● Problem description: How many of the lines below include the word "Annotation"? Only the number should be given.

● Items from a data source:
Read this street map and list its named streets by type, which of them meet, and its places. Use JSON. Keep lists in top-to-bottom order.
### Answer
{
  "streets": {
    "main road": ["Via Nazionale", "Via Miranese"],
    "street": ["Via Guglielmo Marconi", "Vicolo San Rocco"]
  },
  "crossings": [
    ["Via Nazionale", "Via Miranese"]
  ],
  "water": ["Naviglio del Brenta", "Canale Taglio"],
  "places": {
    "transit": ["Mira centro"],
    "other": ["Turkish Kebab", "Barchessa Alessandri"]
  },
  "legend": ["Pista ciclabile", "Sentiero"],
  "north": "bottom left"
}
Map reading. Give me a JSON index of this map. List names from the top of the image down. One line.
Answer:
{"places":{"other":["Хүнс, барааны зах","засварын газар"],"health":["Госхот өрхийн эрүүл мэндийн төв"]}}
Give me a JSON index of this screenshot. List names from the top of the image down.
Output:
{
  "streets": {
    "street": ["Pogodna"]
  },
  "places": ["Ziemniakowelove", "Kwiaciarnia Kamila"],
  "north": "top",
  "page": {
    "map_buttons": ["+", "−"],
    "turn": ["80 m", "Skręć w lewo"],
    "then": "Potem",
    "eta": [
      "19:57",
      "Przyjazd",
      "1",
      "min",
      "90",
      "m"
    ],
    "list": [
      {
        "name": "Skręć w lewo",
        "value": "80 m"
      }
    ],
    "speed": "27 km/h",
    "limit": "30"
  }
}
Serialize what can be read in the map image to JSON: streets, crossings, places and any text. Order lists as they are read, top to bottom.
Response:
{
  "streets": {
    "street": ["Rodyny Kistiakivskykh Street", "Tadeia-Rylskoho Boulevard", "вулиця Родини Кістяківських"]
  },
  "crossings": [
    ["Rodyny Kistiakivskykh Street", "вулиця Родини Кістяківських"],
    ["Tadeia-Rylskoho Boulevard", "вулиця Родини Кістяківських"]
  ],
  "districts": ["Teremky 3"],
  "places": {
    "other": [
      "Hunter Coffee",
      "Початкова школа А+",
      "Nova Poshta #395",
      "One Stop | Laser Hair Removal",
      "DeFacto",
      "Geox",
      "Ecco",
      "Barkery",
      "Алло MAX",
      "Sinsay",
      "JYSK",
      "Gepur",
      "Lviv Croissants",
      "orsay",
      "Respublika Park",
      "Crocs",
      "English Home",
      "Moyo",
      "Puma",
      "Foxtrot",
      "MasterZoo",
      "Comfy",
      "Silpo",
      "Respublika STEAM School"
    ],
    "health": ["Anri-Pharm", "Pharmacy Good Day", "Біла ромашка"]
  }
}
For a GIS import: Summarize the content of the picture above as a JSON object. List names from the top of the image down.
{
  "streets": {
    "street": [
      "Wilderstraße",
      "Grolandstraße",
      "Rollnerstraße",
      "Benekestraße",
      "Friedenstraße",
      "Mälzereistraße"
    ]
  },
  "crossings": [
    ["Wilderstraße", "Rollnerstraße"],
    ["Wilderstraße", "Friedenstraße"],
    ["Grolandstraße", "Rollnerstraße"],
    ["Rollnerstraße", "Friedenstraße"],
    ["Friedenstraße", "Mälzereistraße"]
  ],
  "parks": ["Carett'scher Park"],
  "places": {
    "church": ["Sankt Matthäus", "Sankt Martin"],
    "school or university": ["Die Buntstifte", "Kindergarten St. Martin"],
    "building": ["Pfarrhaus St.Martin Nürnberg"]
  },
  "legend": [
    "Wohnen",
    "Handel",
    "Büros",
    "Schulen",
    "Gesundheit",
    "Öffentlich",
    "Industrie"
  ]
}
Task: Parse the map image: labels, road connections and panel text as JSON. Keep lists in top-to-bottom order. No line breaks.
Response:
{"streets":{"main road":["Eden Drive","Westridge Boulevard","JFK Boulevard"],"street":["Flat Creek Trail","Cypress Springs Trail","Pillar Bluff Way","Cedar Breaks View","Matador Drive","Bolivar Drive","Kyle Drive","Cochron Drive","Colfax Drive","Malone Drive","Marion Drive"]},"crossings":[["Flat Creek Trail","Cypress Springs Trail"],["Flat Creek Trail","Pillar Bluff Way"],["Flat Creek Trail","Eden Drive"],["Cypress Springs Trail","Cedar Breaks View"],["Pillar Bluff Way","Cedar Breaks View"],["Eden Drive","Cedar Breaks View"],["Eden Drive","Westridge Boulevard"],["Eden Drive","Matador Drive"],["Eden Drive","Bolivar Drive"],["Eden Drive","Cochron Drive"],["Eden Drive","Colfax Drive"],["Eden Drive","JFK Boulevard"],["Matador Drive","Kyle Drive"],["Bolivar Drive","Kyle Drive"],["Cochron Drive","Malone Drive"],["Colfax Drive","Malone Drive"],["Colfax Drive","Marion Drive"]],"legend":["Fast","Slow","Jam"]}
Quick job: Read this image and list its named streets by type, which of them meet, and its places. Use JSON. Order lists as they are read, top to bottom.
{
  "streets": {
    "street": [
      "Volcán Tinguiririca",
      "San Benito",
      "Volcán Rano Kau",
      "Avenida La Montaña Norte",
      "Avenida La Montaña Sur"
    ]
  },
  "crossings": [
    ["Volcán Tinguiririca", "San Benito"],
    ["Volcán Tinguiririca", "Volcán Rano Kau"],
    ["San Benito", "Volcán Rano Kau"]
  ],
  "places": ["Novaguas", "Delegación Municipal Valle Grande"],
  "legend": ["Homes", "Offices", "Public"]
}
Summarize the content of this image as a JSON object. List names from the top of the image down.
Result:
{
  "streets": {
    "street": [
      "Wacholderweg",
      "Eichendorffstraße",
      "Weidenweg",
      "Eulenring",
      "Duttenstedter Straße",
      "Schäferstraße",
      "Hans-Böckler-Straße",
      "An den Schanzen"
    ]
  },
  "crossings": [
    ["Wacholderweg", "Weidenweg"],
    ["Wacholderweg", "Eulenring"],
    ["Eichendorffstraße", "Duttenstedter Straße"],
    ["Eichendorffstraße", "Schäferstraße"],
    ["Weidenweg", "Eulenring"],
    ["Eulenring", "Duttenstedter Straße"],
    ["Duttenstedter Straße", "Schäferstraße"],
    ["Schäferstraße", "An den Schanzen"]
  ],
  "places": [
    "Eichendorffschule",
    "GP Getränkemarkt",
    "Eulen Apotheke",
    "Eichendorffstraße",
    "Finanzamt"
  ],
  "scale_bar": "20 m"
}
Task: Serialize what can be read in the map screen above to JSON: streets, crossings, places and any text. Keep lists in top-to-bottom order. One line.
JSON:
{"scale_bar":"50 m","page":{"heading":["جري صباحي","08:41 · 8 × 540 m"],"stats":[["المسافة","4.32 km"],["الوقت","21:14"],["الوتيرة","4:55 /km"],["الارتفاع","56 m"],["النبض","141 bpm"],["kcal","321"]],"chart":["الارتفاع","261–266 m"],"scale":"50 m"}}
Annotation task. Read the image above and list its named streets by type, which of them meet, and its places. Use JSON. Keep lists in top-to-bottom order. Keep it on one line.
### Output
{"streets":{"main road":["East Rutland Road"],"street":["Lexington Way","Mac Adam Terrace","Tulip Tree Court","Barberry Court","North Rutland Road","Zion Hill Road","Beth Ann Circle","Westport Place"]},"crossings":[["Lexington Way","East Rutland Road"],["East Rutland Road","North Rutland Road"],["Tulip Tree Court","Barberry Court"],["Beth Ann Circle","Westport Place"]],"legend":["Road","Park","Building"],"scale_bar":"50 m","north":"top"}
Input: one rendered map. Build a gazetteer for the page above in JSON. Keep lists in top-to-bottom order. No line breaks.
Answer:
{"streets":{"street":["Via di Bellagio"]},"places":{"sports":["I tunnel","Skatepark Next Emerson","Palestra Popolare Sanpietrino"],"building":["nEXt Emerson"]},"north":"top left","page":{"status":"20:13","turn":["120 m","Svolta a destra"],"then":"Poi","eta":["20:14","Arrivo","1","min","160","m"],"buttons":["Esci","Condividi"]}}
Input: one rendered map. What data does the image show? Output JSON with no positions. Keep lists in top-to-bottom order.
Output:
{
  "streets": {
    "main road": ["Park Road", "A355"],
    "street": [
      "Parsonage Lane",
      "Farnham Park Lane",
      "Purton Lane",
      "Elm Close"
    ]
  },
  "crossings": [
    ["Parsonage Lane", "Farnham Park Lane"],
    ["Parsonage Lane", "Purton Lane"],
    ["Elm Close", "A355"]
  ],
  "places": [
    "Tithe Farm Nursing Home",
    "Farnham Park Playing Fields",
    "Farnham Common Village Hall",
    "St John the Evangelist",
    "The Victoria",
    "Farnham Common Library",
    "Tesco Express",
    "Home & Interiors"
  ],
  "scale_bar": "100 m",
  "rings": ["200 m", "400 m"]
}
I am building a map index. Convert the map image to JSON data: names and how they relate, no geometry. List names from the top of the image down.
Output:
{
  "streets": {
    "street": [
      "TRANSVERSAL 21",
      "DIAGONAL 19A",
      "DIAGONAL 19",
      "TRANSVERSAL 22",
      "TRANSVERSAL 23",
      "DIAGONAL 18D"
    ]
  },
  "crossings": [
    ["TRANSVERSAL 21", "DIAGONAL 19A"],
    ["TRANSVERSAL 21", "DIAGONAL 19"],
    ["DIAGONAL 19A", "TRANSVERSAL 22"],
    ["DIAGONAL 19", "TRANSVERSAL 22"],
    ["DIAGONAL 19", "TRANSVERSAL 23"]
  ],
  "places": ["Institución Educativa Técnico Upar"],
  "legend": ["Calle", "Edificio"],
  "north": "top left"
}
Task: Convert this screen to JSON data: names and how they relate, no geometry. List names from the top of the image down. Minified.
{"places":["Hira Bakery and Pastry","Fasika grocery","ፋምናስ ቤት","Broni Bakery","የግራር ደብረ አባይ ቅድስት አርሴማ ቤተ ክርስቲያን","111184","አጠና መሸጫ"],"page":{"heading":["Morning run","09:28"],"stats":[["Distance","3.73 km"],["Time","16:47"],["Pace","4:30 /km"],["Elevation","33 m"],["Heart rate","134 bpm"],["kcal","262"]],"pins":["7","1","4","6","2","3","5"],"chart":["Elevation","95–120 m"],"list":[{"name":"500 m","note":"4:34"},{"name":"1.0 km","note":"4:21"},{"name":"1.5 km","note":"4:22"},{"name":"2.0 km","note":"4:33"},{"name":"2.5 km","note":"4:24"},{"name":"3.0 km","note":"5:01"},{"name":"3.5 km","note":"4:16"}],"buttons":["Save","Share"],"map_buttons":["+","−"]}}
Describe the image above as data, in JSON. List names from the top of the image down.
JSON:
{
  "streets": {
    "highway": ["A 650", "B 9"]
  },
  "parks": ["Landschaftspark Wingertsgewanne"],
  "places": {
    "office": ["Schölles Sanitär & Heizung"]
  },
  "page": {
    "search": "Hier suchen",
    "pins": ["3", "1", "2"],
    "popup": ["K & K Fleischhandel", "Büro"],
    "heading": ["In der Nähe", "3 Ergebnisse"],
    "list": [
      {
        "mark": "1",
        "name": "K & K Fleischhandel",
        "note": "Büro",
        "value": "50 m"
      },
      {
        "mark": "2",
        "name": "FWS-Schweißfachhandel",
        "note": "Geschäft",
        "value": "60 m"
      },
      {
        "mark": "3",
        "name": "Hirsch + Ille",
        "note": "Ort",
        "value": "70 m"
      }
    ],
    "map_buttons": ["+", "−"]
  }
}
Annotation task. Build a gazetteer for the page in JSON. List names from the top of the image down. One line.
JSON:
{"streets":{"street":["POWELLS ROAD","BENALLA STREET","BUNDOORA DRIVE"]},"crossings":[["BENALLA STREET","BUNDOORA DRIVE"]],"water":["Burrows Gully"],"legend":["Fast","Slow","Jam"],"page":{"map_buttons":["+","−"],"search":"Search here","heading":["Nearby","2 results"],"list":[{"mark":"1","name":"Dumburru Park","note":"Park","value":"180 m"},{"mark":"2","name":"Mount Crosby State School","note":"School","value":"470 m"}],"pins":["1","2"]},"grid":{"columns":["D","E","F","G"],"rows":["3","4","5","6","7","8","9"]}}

● Result below: 2